Sprawienie, by teściowie zgodzili się na wszystko, jest w rzeczywistości zagadką. To, że oboje zgadzają się na coś (względnie) łagodnego, ponieważ dr Seuss jest zakłopotany. W końcu na świecie jest o wiele więcej rzeczy, które bezpośrednio powodują trwałe szkody u małych dzieci.

Być może ich problem nie ma nic wspólnego z doktorem Seussem. Może być po prostu wygodny. Może obwiniają go za niespełnione marzenia? Jeśli moja młodsza córka wyrósłaby na mól książkowy, który nigdy nie widzi światła dziennego i spędza całe życie rzucając zaklęcia, jeżdżąc na miotłach i nigdy nie myjąc zębów, JK Rowling zasłuży sobie na tę winę.

Brzmisz jak młody rodzic, więc zdradzę ci mały sekret: rodzice kłamią. Możesz ich zapytać, ale pamiętaj, że kot w kapeluszu może być tylko czerwonym śledziem.
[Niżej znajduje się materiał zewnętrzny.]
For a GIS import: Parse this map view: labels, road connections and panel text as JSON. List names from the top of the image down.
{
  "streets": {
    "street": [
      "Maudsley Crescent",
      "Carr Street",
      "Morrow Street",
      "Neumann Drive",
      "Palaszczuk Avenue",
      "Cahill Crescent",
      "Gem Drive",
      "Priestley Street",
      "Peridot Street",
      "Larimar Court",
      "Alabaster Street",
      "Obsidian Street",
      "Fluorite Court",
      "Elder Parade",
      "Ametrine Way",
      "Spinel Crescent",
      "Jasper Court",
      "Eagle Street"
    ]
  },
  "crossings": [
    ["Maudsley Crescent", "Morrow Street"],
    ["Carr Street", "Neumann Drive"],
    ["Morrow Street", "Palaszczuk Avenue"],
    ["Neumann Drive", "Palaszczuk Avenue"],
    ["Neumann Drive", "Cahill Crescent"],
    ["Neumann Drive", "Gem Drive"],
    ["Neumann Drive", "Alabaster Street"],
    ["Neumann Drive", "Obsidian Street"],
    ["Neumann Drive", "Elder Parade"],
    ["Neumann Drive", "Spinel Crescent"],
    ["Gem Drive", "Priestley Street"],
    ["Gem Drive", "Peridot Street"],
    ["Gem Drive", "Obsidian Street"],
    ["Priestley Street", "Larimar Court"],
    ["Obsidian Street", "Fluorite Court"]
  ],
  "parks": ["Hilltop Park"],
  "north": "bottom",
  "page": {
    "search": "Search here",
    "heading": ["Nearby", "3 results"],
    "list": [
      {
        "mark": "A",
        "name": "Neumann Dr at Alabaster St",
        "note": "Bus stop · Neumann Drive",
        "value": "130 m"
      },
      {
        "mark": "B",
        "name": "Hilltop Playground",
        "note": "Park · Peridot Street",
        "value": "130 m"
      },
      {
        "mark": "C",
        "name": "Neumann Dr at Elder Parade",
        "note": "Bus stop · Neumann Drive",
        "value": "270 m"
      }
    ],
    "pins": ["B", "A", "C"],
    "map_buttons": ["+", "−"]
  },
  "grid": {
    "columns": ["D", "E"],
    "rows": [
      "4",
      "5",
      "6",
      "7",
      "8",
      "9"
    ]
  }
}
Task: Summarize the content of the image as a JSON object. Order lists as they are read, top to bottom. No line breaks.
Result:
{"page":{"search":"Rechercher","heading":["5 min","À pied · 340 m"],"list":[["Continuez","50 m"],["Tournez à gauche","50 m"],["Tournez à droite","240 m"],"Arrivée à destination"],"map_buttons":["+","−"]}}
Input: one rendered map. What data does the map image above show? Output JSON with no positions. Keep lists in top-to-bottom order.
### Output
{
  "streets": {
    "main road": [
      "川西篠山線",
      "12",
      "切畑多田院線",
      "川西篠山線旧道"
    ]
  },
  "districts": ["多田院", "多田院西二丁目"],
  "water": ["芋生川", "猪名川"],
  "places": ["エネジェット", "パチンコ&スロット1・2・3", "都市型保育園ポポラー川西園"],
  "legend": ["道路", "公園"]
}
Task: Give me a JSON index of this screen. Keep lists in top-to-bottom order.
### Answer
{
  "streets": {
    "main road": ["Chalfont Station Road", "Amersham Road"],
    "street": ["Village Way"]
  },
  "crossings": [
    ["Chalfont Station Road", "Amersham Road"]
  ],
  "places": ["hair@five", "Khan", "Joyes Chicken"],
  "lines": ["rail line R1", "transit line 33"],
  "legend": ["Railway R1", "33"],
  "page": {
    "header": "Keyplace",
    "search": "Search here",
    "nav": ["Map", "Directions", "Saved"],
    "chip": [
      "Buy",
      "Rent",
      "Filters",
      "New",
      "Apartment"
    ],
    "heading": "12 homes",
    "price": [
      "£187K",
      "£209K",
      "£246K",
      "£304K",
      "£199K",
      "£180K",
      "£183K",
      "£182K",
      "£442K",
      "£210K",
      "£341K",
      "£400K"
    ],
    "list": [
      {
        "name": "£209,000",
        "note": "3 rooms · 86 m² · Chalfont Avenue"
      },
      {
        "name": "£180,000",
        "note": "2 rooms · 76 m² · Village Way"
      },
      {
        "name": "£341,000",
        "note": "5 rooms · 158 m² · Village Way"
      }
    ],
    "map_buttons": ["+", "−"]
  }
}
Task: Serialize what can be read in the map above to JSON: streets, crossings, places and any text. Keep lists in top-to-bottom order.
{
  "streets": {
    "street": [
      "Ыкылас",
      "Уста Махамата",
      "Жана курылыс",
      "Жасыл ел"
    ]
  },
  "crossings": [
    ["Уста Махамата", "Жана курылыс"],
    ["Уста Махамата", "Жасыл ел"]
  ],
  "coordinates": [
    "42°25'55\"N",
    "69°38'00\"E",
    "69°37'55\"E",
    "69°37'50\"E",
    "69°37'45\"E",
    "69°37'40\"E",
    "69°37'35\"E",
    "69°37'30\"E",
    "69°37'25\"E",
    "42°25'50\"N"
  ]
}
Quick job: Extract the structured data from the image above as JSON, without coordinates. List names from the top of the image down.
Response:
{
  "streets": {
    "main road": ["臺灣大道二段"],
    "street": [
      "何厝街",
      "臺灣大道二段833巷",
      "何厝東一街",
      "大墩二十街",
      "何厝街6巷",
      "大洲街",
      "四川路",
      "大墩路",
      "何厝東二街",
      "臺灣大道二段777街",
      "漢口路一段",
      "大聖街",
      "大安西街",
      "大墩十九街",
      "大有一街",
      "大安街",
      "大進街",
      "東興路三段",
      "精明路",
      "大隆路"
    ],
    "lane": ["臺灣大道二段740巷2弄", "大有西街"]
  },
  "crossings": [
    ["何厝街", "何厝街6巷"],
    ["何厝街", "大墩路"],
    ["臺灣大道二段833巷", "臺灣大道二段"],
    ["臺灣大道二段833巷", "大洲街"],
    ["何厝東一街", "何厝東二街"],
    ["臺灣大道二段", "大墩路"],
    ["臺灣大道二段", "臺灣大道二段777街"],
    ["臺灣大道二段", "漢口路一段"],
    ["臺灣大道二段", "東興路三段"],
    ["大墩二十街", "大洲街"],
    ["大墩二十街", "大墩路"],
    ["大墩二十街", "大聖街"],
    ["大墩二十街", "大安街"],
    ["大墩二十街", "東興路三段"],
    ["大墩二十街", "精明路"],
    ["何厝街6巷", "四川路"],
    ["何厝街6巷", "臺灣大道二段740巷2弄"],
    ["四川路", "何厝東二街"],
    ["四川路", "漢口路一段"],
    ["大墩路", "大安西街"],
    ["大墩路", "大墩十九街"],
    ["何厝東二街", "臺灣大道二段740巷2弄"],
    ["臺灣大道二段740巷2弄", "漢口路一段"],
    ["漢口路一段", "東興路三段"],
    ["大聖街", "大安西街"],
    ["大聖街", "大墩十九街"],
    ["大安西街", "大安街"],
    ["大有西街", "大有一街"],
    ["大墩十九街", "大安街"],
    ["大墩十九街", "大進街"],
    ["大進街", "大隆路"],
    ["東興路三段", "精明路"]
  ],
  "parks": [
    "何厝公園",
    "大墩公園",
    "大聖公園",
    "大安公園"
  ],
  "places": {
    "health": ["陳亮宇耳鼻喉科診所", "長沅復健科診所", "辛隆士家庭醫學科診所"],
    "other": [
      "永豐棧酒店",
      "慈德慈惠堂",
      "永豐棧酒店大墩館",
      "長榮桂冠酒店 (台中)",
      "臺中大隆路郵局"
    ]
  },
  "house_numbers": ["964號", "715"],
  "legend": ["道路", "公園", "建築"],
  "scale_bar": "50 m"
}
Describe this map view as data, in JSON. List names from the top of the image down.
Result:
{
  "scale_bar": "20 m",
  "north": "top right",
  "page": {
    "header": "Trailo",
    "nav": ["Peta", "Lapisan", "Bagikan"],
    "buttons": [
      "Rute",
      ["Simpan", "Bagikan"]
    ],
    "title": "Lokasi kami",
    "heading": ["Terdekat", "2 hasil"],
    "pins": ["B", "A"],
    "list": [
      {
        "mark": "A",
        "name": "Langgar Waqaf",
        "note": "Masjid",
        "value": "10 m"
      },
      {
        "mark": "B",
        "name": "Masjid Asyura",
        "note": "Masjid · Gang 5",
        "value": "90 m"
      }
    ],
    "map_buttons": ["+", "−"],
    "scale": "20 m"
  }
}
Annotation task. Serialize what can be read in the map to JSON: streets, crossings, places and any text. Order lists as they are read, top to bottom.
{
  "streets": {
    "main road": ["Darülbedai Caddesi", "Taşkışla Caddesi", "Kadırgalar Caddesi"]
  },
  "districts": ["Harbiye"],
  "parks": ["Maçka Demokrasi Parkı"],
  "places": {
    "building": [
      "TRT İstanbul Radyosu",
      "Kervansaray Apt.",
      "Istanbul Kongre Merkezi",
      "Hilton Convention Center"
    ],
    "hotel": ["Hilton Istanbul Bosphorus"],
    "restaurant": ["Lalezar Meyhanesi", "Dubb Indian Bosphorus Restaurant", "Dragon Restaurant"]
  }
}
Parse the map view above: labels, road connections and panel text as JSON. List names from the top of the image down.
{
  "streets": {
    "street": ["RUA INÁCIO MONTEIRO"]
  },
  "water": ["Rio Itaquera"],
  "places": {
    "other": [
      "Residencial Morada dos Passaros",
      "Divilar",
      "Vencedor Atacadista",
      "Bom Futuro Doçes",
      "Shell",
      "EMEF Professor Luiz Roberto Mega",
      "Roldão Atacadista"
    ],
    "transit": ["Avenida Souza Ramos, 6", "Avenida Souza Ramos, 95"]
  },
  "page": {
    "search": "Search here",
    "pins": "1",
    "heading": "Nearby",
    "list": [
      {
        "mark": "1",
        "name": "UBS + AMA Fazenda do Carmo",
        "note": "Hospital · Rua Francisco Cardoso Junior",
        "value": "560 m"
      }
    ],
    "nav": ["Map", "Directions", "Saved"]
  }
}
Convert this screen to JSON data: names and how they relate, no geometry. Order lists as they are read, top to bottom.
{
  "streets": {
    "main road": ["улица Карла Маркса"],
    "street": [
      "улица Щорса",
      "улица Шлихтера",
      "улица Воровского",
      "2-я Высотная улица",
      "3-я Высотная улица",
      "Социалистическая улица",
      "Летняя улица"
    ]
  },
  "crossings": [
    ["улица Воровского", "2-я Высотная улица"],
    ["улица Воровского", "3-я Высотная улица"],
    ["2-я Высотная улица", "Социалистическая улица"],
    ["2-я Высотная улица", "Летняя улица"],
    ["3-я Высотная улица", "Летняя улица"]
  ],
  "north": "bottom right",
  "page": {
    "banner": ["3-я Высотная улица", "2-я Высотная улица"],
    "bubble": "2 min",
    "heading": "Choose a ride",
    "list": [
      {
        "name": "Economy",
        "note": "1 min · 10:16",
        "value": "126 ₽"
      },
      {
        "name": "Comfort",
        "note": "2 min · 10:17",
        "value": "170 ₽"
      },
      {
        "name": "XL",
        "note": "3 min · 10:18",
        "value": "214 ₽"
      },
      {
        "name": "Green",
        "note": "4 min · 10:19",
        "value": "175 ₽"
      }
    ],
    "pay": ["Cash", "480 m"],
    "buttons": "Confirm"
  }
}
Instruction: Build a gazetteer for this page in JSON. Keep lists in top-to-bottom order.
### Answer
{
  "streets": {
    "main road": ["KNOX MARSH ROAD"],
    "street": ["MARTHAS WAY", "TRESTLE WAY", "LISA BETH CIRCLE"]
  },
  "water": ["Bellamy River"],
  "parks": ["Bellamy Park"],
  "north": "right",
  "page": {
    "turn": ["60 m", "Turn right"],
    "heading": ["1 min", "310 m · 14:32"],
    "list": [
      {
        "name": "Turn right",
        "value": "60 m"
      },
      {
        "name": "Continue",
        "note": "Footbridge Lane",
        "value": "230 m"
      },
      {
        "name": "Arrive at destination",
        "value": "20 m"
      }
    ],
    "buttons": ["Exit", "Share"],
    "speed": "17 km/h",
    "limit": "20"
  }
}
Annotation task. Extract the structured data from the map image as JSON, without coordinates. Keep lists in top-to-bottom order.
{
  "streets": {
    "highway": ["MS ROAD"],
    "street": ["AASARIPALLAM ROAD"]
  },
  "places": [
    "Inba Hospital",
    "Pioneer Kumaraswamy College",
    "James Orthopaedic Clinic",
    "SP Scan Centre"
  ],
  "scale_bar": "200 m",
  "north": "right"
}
Jeśli chodzi o nauczanie czytania: użyj laptopa lub tabletu, zrób kilka slajdów (PowerPoint lub obrazy) - białe slajdy, czerwone litery, czcionka Arial Rounded, typ DUŻY - tak duże, jak to możliwe - wypełnij ekran. Jedno słowo na slajd. Używaj zwykłych słów - słów, które dziecko słyszy każdego dnia (kot, pies, banan, cokolwiek - żadnych zdjęć, tylko słowa). Usiądź z dzieckiem i przejrzyj slajdy, zachęcając dziecko do głośnego wypowiedzenia słowa, tak głośno, jak chce dziecko. Wskaż pierwszą literę i przesuń palcem po słowie, powoli je wymawiając. Do przodu i do tyłu przez slajdy, a następnie do przodu, cofnij się o jeden lub dwa, ponownie do przodu itp. Następnie losowo. Dodaj słowo lub dwa każdego dnia. W ciągu tygodnia lub dwóch Twoje dziecko będzie czytać wszystko i wszystko. Moje dziewczyny potrafiły czytać w wieku 3. Kiedy dotarły do ​​przedszkola, czytali na poziomie 5 klasy. Do piątej klasy były nie do przetestowania przez system szkolny.

phaedrus
źródło
0

Dla przykładu

Lorax przedstawia wiele gruntów państwowych, nieświadomie włączając w to tragedię dobrobytu, do której tęskni za znakiem i ostatecznie obwinia to, co milcząco implikuje Sycophant Capital of Bourgeois; rozpalając narrację o walce klasowej między nim a proletariackim Loraxem, gdy prawdziwy problem sprowadzał się do posiadania praw własności, które nie istniały w tym wszechświecie i które dawałyby właścicielom gruntów zachętę ekonomiczną do utrzymania wartości ich ziemi zamiast odkopywać wydobycie, zanim ktoś inny był w stanie.

Więc jeśli nie chcesz wychowywać dziecka dobrze zorientowanego w szaleństwie epistemologicznym, jakim jest materializm dialektyczny, zaszczepiając dziecku pomyłkę polilogizmu, to powiedziałbym, że najlepiej trzymać się dzieła non-fiction.

Prawdopodobnie dlatego twoja matka była przeciwna nauczaniu twojego syna Dr. Seussa.